From the records that follow, copy every line in which "Terrace" appears.

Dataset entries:
━━━

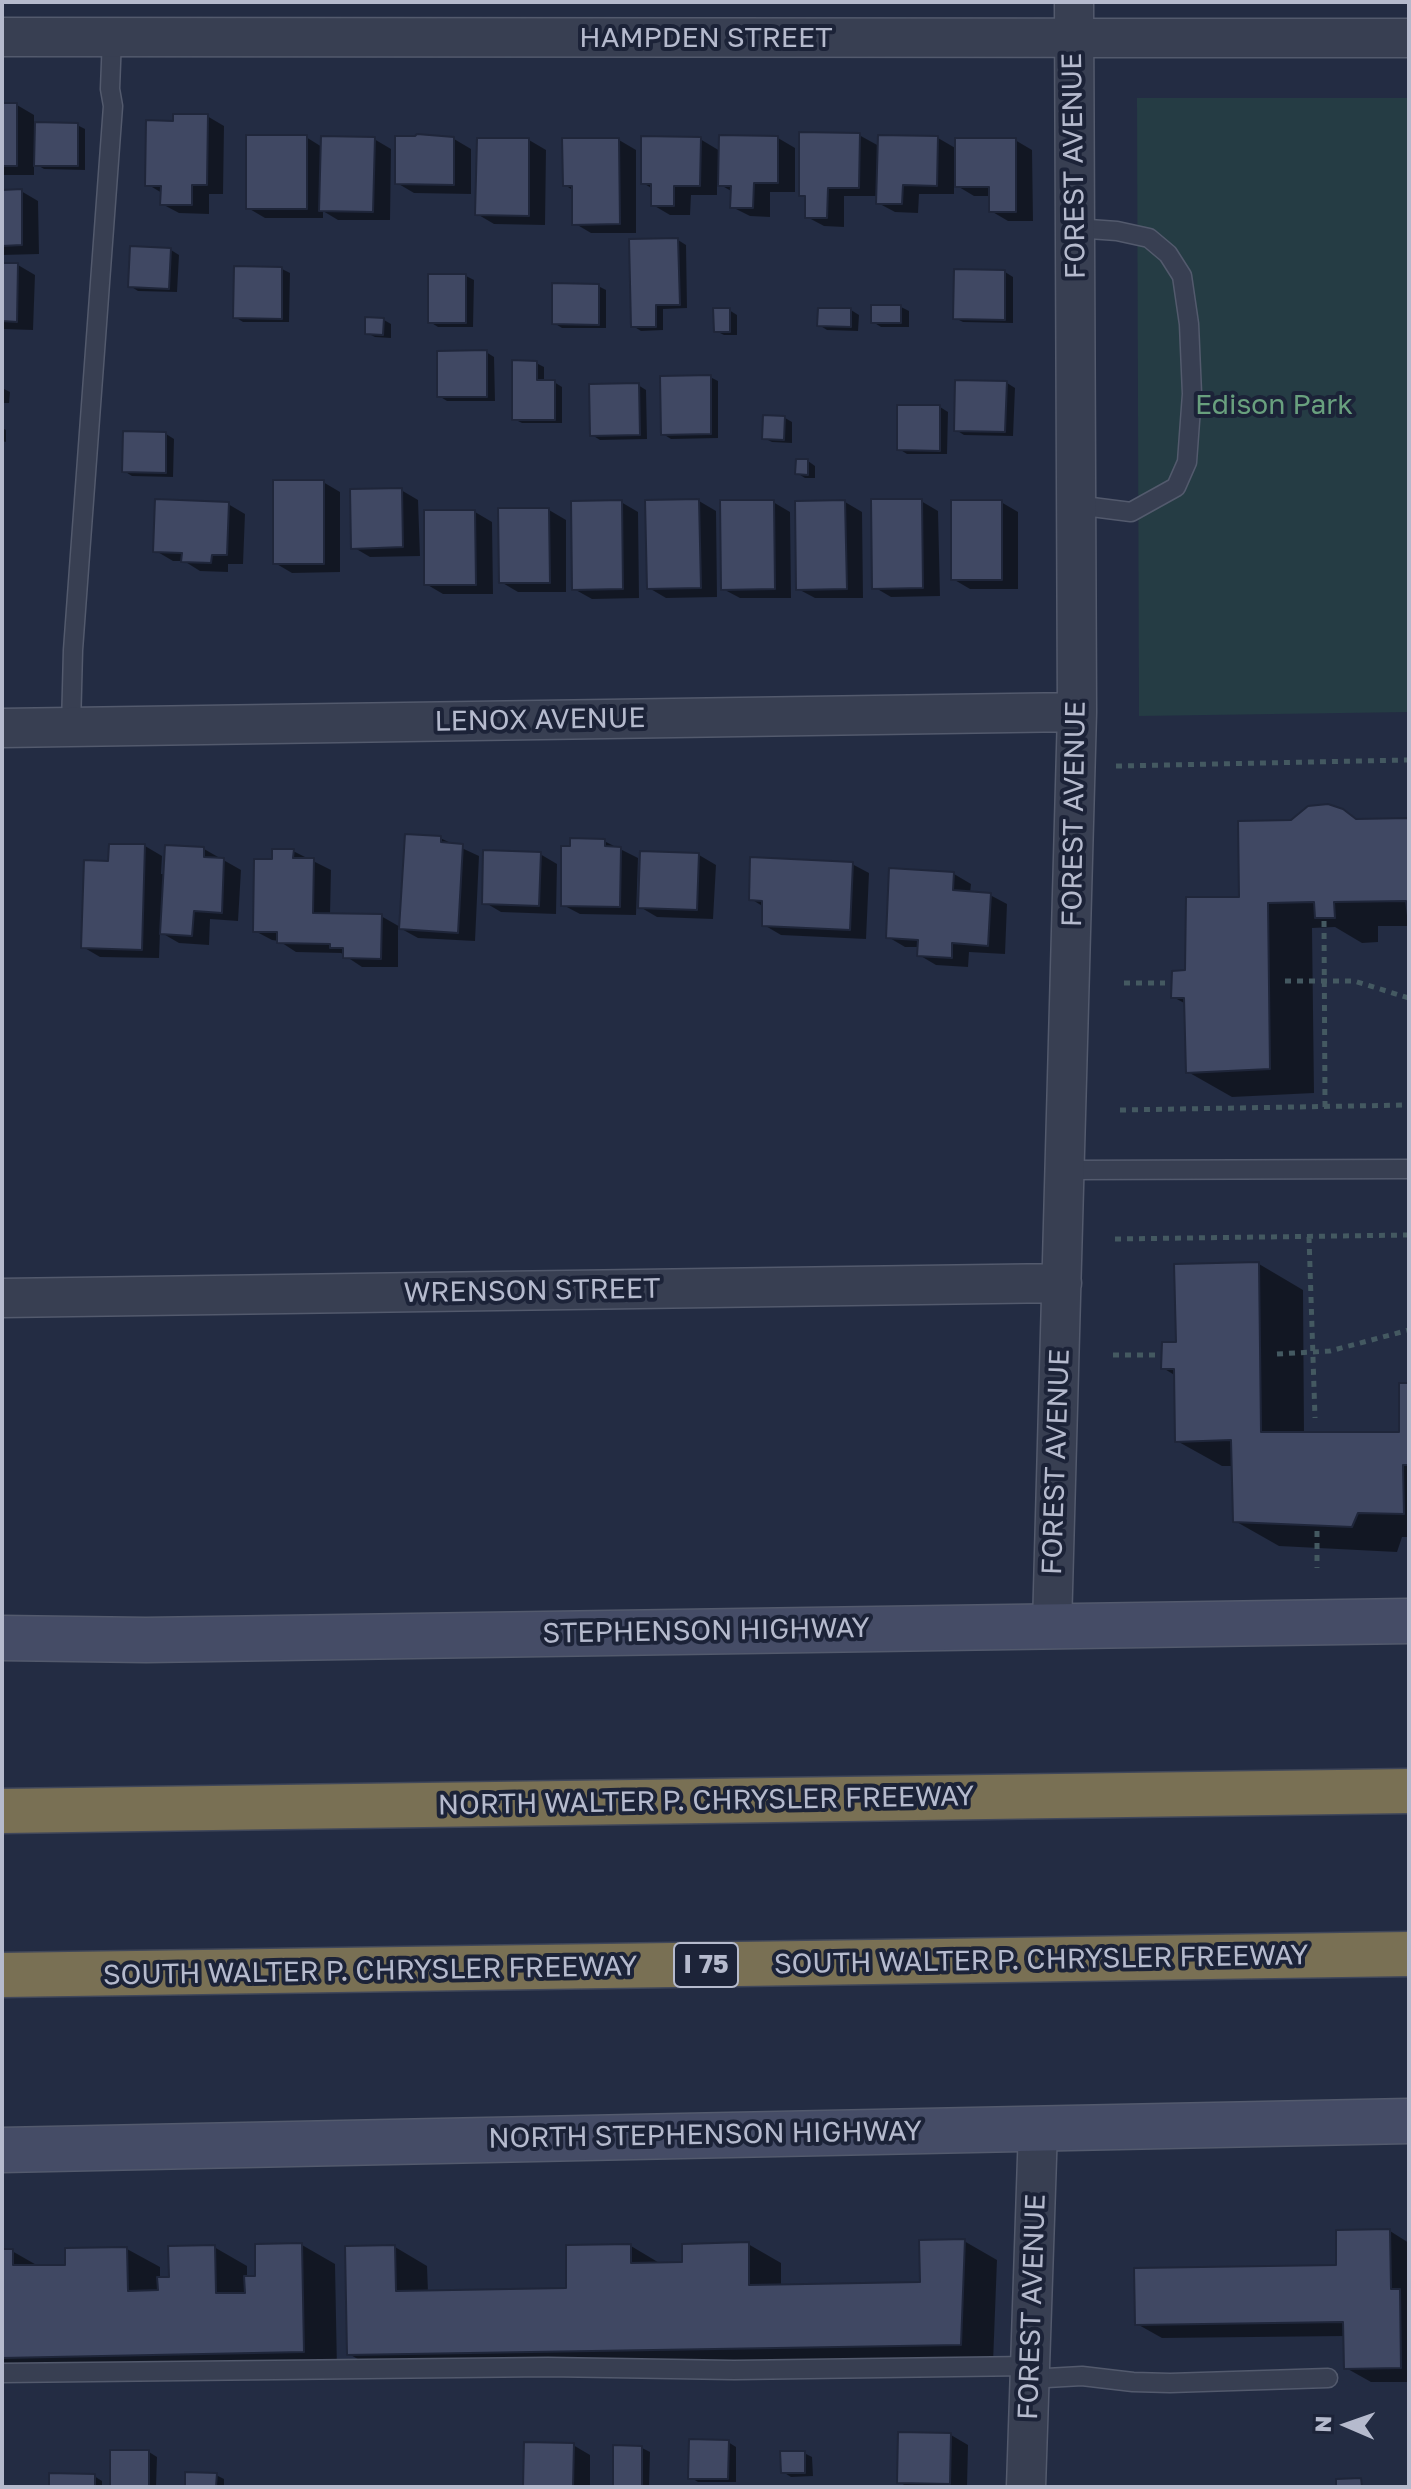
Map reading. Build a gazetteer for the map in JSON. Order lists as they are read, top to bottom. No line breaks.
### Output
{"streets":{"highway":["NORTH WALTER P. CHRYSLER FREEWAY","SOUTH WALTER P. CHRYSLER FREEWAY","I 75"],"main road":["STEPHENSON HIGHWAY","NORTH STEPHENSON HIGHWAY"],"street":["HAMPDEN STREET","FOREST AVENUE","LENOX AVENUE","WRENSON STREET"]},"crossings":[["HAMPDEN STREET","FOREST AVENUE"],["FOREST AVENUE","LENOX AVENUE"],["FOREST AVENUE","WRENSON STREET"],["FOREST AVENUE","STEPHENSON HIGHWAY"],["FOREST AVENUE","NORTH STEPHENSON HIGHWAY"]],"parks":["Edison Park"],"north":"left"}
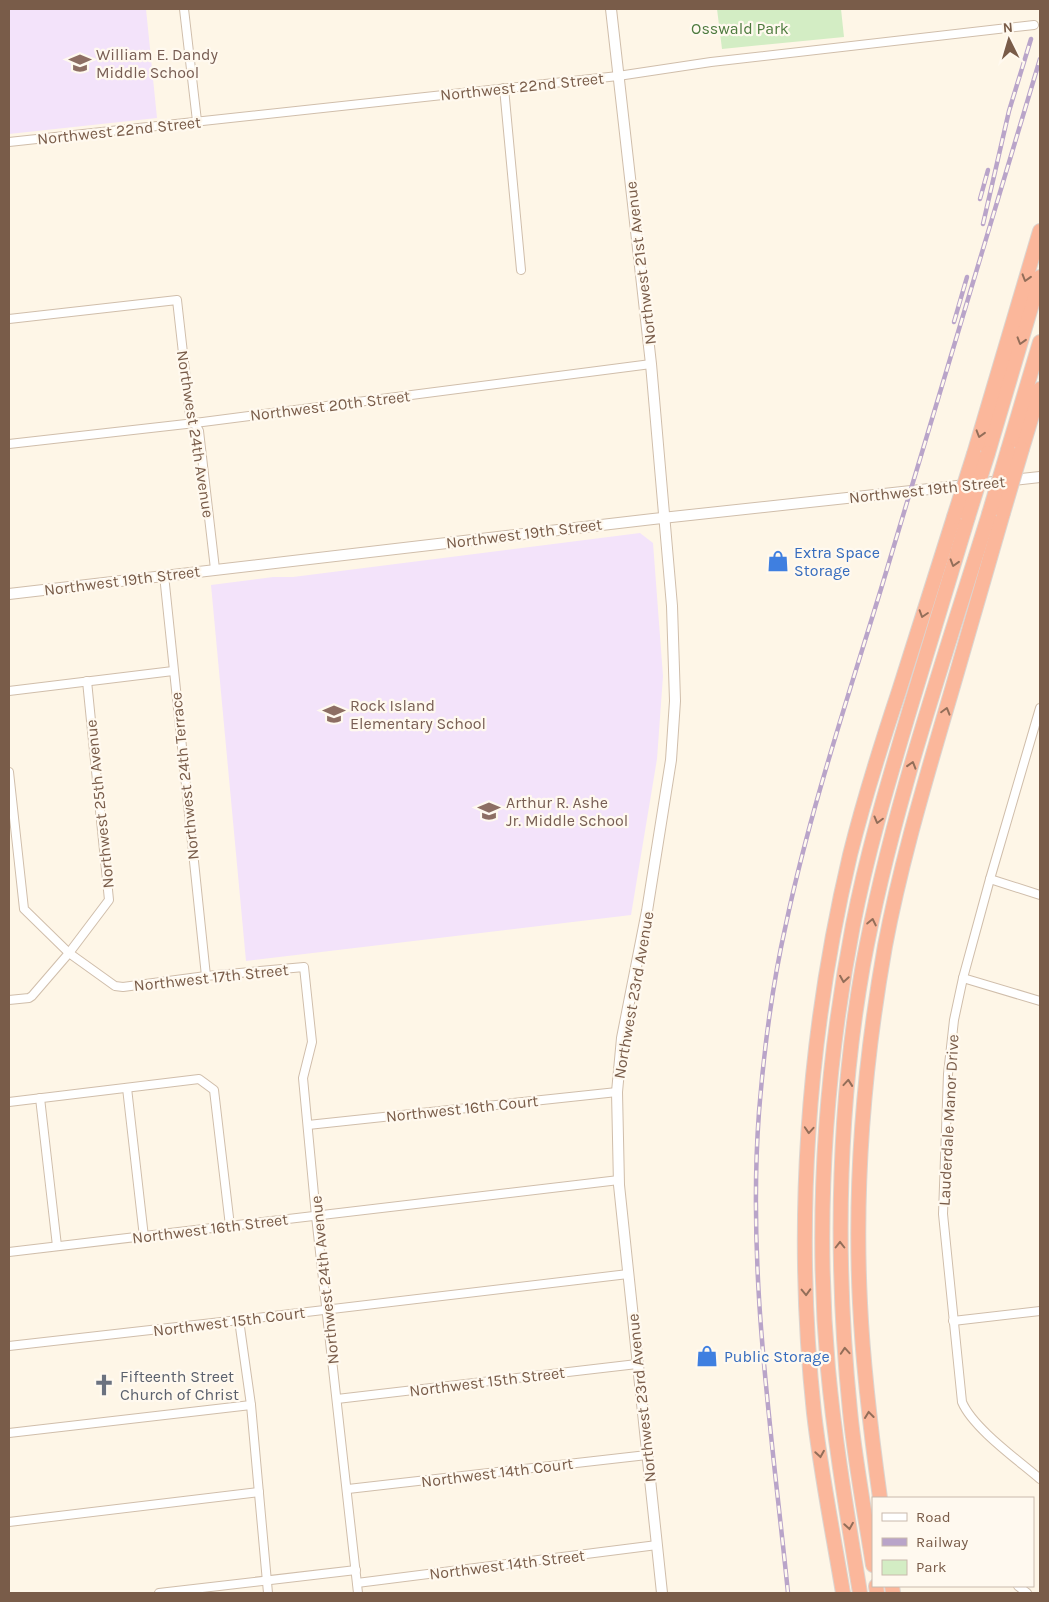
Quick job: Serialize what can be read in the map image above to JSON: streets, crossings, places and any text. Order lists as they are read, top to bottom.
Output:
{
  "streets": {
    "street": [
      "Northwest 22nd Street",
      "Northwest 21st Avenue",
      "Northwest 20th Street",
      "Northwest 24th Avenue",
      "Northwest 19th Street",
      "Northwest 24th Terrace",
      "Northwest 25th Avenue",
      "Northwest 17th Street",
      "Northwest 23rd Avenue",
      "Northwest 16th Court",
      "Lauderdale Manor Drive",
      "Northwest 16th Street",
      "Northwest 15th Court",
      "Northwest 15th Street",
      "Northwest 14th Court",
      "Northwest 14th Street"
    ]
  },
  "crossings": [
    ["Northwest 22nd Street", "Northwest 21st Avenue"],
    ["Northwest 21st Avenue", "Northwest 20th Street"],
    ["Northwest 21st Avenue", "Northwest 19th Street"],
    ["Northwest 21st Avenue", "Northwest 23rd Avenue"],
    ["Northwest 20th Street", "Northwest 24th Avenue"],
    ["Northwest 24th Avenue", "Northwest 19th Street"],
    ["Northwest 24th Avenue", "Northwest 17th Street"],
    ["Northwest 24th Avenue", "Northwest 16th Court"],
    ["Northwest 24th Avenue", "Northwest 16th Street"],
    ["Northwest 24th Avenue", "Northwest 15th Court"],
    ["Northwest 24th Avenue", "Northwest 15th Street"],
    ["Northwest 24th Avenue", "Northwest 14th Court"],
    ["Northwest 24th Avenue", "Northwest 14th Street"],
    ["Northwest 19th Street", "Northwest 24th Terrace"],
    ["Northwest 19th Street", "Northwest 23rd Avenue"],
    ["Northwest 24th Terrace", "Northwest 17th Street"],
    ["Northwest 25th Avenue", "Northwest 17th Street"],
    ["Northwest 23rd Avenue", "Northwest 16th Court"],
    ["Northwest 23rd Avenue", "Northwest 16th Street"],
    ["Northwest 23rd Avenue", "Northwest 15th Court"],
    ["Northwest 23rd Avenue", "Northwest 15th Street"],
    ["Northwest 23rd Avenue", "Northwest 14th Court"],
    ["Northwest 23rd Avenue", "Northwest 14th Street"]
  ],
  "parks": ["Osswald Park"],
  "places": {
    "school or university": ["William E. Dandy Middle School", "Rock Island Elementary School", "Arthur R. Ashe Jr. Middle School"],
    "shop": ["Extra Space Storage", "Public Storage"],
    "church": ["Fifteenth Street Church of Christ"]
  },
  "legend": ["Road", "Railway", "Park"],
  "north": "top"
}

━━━

*Answer:*
      "Northwest 24th Terrace",
    ["Northwest 19th Street", "Northwest 24th Terrace"],
    ["Northwest 24th Terrace", "Northwest 17th Street"],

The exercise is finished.